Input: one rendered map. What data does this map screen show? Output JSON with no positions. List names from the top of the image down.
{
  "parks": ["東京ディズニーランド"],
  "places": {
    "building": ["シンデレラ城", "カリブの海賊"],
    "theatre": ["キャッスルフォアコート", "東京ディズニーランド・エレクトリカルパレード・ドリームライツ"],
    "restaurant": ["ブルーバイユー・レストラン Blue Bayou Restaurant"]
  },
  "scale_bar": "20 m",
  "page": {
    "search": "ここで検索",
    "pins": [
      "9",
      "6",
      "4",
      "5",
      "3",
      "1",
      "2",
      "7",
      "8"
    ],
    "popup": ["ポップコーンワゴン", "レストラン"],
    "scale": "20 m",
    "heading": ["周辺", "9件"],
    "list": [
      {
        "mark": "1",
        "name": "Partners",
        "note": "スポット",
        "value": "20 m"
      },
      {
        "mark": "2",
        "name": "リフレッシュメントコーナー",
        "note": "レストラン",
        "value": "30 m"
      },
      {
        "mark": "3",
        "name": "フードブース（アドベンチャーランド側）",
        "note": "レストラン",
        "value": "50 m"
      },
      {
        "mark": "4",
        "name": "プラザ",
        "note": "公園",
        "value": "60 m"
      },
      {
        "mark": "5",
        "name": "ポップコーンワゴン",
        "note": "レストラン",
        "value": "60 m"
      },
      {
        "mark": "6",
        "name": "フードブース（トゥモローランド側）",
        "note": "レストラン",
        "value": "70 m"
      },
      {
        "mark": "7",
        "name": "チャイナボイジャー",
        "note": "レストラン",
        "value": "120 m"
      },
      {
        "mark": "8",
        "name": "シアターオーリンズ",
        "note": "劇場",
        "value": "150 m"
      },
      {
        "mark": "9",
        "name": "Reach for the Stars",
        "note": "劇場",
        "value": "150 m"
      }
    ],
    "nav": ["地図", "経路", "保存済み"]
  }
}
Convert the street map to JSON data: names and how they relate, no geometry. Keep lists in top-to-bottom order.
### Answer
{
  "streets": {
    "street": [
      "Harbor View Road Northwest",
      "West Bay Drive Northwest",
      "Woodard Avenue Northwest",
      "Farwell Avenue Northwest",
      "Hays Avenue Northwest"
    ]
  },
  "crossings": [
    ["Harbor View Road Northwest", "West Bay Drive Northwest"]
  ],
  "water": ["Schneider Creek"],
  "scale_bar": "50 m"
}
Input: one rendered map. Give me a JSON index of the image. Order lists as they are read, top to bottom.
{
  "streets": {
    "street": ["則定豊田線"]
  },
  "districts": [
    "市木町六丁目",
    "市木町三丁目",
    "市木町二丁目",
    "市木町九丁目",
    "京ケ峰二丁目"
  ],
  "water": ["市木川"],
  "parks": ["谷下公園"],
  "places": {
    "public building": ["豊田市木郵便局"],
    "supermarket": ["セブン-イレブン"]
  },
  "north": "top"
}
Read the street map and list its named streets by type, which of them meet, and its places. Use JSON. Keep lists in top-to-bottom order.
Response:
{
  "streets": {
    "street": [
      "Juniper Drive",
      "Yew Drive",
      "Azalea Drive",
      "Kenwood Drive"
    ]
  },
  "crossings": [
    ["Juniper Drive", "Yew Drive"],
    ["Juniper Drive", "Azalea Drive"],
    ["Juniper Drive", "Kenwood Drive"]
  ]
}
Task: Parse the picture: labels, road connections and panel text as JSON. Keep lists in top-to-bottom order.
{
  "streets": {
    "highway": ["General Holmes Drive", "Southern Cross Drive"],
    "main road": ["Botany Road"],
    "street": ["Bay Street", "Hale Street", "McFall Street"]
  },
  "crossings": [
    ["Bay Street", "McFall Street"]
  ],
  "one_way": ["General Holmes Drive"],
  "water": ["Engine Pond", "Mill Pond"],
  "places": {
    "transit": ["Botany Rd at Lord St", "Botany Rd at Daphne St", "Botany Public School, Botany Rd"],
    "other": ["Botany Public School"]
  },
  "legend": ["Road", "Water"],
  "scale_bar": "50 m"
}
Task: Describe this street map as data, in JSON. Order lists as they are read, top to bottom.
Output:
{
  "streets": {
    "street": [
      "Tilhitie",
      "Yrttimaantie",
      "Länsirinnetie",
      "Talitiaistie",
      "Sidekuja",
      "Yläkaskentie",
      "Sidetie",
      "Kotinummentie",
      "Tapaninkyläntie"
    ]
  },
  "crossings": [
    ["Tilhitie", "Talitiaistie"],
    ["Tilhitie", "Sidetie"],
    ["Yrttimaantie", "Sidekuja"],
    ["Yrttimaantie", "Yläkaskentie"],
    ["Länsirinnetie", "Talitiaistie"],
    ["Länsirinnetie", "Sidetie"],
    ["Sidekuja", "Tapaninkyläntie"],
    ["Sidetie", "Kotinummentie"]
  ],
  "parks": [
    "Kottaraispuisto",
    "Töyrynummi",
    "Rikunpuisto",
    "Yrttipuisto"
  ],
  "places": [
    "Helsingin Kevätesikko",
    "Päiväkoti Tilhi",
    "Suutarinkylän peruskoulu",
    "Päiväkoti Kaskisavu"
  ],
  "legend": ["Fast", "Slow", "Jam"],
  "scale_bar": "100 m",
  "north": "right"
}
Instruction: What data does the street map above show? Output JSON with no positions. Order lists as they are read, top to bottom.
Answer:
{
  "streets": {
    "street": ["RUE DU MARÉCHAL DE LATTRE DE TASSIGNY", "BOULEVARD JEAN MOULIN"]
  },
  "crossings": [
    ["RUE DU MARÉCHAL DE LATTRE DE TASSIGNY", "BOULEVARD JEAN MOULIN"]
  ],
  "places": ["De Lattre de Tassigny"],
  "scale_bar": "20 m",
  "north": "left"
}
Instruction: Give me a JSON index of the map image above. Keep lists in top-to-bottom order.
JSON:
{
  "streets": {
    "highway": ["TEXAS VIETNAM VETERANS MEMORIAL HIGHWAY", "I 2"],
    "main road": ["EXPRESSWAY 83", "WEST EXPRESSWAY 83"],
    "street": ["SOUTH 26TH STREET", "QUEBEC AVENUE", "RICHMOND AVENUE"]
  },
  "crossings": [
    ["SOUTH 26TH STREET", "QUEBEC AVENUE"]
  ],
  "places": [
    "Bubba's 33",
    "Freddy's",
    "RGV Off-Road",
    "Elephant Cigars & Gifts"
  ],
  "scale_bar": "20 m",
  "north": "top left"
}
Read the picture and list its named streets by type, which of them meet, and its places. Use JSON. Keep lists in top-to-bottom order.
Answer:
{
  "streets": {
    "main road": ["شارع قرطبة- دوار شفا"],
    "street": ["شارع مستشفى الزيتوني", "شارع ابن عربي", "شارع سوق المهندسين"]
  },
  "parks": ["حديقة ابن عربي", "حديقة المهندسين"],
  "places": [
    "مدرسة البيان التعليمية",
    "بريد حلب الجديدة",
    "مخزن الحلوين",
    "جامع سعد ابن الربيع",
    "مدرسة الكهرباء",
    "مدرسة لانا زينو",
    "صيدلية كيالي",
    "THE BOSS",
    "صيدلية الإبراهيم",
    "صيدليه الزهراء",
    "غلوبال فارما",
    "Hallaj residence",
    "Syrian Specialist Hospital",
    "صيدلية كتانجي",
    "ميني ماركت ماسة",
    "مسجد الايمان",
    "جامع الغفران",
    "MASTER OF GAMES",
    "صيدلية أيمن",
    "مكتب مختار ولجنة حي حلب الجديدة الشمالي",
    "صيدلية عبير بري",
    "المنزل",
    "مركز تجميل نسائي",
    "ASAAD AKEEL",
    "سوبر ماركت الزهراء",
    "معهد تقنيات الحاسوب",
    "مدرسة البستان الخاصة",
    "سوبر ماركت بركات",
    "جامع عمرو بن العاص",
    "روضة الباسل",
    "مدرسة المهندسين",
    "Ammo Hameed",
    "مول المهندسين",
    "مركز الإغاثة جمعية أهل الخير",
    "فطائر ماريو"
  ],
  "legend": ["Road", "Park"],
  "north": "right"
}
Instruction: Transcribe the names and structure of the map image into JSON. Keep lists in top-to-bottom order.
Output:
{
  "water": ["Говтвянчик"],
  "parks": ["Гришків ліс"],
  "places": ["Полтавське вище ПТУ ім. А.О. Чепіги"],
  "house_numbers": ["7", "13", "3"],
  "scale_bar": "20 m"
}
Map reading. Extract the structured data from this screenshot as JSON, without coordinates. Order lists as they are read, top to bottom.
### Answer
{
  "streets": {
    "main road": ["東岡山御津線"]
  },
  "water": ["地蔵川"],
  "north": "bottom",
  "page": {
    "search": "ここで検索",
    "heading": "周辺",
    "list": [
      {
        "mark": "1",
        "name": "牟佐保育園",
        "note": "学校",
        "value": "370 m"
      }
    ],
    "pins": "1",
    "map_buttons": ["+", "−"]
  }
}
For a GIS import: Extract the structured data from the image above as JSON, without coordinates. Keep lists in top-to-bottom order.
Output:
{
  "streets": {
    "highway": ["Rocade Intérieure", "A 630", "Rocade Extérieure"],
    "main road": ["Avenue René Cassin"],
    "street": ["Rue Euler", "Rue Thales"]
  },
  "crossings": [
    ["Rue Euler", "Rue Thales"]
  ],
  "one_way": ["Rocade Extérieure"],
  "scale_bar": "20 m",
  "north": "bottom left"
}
* * * * * * *
## WORK REQUEST
Return only the lines of the records in which the string "type" appears.

## FINISHED EXERCISE
Read the street map and list its named streets by type, which of them meet, and its places. Use JSON. Keep lists in top-to-bottom order.
Read the picture and list its named streets by type, which of them meet, and its places. Use JSON. Keep lists in top-to-bottom order.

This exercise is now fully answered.